### [Problem details]
Among the lines of data below, reproduce only those from the one with "List all labels, symbols" through the one with "name. Order them by their top edge.", exactly as they stand, both ends included.

### [Data extract]
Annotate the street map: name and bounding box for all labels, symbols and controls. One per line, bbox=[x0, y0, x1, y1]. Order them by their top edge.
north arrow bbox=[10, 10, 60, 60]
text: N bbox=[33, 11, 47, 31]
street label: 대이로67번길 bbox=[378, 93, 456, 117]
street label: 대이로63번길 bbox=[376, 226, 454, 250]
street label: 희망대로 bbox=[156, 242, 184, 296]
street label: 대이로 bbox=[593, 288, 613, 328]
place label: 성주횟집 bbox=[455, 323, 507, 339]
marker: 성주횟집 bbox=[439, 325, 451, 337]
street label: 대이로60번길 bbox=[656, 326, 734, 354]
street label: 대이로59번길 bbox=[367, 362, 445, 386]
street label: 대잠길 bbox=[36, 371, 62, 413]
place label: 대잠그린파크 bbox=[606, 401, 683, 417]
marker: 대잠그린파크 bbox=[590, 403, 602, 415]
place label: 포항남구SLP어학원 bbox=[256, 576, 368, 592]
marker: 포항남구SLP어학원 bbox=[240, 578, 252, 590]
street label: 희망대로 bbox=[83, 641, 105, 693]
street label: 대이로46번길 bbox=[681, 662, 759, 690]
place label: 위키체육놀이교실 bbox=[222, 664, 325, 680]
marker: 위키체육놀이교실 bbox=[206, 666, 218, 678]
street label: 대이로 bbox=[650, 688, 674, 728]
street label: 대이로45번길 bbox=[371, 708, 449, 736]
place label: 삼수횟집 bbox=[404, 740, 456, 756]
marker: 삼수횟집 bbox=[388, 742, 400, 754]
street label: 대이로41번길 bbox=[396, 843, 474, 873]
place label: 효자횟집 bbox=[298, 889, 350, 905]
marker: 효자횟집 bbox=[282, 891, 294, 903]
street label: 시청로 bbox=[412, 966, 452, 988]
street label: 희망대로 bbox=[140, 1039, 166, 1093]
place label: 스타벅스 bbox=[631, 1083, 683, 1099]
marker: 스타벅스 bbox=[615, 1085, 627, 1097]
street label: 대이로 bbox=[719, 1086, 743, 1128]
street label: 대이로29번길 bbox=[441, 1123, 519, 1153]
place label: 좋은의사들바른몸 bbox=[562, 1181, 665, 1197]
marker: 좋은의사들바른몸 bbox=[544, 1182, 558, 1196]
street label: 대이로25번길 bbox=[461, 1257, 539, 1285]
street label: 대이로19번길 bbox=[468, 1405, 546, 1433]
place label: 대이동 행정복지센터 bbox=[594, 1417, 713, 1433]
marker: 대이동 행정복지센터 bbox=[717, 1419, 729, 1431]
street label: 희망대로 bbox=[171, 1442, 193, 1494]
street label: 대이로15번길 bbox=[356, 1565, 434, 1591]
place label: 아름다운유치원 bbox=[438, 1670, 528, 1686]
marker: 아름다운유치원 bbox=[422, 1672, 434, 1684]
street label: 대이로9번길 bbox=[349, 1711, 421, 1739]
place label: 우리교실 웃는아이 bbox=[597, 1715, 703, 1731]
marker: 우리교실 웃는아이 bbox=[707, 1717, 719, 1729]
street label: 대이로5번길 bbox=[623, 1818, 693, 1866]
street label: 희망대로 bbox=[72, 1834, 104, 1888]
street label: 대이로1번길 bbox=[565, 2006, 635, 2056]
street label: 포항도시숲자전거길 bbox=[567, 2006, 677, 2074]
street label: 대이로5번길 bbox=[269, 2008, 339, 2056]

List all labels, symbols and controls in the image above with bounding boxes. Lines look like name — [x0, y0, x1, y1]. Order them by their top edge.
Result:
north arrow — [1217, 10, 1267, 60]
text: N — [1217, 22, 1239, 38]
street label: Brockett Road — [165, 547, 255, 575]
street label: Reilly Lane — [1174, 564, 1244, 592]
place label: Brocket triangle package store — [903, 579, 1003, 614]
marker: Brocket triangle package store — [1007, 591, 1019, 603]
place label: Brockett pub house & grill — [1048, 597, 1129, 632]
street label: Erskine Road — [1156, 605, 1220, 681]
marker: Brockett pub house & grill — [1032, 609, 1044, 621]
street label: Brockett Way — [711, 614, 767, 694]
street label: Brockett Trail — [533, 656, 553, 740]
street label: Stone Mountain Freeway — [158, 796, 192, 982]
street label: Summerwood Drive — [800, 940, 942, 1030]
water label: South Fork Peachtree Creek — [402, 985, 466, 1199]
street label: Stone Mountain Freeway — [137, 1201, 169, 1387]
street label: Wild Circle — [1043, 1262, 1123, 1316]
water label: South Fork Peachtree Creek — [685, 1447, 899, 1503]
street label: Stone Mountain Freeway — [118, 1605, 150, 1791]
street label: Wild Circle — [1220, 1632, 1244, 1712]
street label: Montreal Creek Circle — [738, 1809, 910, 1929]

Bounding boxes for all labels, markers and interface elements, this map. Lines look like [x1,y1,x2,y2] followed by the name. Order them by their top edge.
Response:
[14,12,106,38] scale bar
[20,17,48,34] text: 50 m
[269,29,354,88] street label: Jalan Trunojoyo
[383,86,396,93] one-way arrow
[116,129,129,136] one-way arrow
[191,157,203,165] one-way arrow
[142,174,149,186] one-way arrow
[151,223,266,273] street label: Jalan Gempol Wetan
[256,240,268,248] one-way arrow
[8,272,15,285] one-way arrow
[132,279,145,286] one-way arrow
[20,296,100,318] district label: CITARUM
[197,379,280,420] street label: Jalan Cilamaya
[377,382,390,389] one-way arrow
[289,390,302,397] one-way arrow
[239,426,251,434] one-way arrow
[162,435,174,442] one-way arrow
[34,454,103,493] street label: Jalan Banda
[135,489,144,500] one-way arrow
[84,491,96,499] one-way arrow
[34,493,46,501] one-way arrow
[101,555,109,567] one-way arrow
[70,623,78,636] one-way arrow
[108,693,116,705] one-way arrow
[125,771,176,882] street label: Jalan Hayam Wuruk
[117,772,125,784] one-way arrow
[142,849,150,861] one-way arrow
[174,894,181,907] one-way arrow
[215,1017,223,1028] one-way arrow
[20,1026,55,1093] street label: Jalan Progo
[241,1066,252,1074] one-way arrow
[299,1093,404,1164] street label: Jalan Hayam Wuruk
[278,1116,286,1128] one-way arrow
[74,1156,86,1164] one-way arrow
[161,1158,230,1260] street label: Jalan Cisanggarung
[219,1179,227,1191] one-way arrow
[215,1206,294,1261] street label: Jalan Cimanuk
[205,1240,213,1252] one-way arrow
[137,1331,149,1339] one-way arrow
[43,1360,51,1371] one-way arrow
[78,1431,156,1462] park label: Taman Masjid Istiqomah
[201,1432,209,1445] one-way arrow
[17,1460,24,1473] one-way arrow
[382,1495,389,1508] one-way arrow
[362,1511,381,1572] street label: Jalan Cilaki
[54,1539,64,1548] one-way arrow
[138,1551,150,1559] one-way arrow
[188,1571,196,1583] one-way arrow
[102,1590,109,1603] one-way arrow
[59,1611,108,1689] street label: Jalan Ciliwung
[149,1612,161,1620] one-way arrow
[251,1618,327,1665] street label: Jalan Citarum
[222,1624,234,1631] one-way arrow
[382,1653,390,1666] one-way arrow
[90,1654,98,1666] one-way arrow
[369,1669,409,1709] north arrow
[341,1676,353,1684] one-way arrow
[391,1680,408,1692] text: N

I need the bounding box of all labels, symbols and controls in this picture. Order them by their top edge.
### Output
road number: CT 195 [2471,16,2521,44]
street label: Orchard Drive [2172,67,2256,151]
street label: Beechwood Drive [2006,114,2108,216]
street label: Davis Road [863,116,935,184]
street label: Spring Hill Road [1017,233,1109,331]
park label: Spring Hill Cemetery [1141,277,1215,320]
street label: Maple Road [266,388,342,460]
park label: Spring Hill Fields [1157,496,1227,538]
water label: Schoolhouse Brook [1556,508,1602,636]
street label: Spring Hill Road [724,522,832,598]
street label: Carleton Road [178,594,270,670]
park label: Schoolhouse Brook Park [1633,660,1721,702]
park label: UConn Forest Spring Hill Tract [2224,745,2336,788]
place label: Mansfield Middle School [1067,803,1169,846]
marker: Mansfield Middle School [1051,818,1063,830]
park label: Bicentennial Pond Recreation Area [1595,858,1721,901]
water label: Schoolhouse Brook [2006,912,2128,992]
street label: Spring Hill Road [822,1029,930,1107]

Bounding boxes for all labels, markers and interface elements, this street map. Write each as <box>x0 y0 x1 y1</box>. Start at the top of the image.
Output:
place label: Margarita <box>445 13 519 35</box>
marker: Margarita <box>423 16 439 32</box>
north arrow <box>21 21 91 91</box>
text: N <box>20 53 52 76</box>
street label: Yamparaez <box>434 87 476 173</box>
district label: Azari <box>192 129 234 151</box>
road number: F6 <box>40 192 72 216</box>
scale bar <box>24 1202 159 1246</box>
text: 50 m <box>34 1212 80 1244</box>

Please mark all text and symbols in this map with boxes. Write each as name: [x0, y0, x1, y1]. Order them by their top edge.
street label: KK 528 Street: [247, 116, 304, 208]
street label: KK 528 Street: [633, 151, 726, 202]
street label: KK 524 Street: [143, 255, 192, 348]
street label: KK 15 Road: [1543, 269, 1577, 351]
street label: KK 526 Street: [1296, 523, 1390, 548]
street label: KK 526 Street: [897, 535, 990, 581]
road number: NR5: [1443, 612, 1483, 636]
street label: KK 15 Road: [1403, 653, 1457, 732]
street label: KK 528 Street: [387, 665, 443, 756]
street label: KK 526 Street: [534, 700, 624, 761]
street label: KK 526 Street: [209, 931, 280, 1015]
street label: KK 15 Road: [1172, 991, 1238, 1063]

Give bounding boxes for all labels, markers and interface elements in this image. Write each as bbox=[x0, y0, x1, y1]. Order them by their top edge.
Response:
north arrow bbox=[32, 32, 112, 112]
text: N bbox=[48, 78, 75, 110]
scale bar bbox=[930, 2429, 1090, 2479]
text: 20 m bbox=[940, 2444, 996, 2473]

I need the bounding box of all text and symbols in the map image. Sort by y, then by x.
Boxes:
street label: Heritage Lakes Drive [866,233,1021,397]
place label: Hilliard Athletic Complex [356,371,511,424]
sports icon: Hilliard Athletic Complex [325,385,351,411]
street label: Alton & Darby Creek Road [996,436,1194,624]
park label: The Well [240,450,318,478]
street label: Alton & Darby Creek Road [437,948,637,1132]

### [Output]
List all labels, symbols and controls in the image above with bounding boxes. Lines look like name — [x0, y0, x1, y1]. Order them by their top edge.
Result:
north arrow — [1217, 10, 1267, 60]
text: N — [1217, 22, 1239, 38]
street label: Brockett Road — [165, 547, 255, 575]
street label: Reilly Lane — [1174, 564, 1244, 592]
place label: Brocket triangle package store — [903, 579, 1003, 614]
marker: Brocket triangle package store — [1007, 591, 1019, 603]
place label: Brockett pub house & grill — [1048, 597, 1129, 632]
street label: Erskine Road — [1156, 605, 1220, 681]
marker: Brockett pub house & grill — [1032, 609, 1044, 621]
street label: Brockett Way — [711, 614, 767, 694]
street label: Brockett Trail — [533, 656, 553, 740]
street label: Stone Mountain Freeway — [158, 796, 192, 982]
street label: Summerwood Drive — [800, 940, 942, 1030]
water label: South Fork Peachtree Creek — [402, 985, 466, 1199]
street label: Stone Mountain Freeway — [137, 1201, 169, 1387]
street label: Wild Circle — [1043, 1262, 1123, 1316]
water label: South Fork Peachtree Creek — [685, 1447, 899, 1503]
street label: Stone Mountain Freeway — [118, 1605, 150, 1791]
street label: Wild Circle — [1220, 1632, 1244, 1712]
street label: Montreal Creek Circle — [738, 1809, 910, 1929]

Bounding boxes for all labels, markers and interface elements, this map. Lines look like [x1,y1,x2,y2] followed by the name. Order them by their top edge.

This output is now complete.